A democratic geopolitical pluralism is beginning to surround Russia. Because the new states are so much less powerful, this environment in itself is incapable of seriously threatening Russia. However, their example will inevitably reinforce pressures within Russia for a similarly profound break with the authoritarian and chauvinist tradition that still dominates the Moscow political elite's mindset. And that break will come before too long, when the cumulative effects of increased contacts with the world, of democracy in adjoining and once dominated states, and of the inherent attraction of Europe prompt a basic redefinition in the minds of the younger Russians of their vision of what Russia ought to be. Russian youth are well educated. Increasingly, many have traveled and studied in the West. Indeed, there is somewhere, perhaps at the Harvard Business School or at the London School of Economics, a young Russian who will someday occupy the seat in the Kremlin currently filled by a graduate of the KGB.

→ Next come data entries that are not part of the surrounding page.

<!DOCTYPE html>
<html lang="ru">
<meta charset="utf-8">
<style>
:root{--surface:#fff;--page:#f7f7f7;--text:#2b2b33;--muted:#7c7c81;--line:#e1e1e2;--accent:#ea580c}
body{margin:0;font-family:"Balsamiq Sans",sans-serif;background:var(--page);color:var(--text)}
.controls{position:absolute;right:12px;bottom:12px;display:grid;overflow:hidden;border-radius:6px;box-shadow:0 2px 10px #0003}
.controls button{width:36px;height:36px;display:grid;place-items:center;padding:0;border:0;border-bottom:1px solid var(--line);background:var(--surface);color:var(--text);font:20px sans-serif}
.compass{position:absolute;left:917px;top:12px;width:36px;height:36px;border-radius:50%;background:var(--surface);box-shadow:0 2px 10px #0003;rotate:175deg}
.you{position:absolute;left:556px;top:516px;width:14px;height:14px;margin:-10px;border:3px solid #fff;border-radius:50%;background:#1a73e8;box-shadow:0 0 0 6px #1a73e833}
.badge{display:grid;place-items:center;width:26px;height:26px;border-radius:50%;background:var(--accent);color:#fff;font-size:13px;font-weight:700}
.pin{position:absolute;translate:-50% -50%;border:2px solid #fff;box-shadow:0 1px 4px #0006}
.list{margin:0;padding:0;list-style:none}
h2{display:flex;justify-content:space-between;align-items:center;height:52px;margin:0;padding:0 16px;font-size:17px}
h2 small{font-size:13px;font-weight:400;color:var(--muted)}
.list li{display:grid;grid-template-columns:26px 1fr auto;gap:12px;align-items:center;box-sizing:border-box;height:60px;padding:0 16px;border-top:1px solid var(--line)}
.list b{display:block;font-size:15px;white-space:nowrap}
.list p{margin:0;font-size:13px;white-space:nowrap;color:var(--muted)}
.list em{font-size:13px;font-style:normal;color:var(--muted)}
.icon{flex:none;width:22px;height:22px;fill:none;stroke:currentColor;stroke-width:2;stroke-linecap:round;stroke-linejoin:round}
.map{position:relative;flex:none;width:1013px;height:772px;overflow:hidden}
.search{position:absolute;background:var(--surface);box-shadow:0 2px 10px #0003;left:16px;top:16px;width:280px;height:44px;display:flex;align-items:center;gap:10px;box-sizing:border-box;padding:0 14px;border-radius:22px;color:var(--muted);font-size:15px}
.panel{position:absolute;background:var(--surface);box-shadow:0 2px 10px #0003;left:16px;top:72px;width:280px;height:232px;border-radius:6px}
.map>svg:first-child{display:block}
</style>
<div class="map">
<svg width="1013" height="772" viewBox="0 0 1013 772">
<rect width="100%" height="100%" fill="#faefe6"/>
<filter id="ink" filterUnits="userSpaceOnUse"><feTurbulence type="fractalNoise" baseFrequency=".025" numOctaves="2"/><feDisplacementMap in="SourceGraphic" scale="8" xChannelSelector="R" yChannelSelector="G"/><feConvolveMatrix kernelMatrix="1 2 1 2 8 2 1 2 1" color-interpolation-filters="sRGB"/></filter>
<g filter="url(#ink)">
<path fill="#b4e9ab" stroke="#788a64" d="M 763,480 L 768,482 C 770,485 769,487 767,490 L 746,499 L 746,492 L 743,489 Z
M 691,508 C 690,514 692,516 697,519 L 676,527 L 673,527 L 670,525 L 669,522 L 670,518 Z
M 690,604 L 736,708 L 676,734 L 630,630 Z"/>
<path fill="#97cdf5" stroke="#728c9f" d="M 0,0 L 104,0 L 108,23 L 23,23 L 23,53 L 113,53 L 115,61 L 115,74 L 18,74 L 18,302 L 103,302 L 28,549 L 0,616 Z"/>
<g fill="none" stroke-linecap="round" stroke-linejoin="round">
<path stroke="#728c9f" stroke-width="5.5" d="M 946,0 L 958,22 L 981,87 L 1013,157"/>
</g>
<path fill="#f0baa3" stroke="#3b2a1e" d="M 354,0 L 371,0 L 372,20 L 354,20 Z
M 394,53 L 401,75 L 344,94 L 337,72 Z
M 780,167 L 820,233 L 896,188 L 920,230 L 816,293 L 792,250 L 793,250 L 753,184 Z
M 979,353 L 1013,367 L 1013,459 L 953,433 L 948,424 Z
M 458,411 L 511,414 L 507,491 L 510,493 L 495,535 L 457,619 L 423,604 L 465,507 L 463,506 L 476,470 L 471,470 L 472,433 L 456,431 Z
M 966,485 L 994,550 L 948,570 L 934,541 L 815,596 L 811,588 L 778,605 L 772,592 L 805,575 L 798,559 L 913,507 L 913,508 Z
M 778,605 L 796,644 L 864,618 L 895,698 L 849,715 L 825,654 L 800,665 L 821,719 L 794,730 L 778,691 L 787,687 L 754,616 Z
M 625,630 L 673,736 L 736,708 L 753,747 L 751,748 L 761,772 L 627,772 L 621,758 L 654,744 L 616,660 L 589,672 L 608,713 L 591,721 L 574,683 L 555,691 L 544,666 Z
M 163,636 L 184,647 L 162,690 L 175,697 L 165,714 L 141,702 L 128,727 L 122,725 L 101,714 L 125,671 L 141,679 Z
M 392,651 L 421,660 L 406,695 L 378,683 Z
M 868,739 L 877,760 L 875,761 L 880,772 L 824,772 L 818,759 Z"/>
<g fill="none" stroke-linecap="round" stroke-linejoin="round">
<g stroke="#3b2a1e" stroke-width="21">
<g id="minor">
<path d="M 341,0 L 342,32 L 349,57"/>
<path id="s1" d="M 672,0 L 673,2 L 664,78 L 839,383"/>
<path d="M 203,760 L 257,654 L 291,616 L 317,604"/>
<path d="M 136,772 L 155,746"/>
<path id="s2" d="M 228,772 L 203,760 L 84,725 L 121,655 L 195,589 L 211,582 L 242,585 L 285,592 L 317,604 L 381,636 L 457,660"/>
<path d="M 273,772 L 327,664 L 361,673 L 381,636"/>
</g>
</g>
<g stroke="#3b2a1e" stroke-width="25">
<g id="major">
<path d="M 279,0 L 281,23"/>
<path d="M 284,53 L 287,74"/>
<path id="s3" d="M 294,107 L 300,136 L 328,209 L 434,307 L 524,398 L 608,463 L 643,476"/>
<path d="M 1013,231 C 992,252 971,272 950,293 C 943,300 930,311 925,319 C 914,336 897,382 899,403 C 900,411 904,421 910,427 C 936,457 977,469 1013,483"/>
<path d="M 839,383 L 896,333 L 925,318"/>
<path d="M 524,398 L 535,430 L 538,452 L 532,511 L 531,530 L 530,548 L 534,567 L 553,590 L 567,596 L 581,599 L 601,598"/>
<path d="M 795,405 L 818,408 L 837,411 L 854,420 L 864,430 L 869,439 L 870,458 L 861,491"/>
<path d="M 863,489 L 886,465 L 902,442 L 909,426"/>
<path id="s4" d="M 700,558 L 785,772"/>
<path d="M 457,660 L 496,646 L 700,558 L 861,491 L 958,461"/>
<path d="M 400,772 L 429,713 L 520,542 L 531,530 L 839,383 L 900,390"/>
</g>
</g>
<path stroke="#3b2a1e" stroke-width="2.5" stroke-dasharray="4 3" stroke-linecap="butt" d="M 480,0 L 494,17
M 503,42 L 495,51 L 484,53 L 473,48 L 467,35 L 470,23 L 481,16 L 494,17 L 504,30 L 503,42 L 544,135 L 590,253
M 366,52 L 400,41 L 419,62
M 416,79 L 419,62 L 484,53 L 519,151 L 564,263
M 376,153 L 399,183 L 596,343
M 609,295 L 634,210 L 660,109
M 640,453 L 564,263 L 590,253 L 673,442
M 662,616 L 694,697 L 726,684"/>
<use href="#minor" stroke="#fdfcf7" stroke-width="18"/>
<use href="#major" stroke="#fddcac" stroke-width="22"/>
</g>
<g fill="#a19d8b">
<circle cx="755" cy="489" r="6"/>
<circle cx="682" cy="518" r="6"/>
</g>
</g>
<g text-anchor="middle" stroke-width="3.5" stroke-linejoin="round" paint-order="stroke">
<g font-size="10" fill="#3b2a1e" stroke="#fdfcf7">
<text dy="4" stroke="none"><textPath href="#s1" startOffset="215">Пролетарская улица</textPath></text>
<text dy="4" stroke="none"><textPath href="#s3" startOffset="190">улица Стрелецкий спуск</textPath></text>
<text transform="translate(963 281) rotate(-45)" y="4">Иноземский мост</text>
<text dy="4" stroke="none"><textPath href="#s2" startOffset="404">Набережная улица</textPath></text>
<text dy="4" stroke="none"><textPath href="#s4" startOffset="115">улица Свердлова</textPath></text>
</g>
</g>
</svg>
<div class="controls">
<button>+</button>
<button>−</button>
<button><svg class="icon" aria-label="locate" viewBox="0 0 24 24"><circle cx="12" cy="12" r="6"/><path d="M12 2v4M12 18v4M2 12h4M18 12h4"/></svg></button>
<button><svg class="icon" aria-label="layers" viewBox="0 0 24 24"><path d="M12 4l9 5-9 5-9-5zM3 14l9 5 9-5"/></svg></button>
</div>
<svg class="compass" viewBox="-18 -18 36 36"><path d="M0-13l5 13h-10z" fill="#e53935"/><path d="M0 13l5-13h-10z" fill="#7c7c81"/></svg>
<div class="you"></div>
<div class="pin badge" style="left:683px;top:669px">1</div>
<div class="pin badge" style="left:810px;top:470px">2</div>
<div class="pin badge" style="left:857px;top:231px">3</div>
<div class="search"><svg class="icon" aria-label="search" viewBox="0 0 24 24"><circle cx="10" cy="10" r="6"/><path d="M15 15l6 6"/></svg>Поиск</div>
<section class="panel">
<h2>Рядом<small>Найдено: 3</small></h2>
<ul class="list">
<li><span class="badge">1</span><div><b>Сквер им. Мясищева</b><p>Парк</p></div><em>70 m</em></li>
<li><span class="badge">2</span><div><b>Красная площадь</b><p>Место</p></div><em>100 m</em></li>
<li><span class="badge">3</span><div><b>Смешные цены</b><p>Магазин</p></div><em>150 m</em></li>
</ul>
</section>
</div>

The sooner Russia itself becomes a democracy, the more likely it is that change in the former Soviet Union will both peacefully consolidate geopolitical pluralism and give the younger generation's revolutionary wave a truly democratic definition. But it is of no help to the future of democracy in Russia to pretend that its non-democratic regime is already a democracy. It is also not reassuring to Russia's neighbors when its government equivocates regarding a past that is universally regarded as criminal. Clarity on these matters is the prerequisite to genuine democracy.
In an unexpected way, the wider symbolic and strategic manifestations surrounding the forthcoming Moscow celebration of Hitler's defeat may thus speed up the final burial of Stalin's legacy.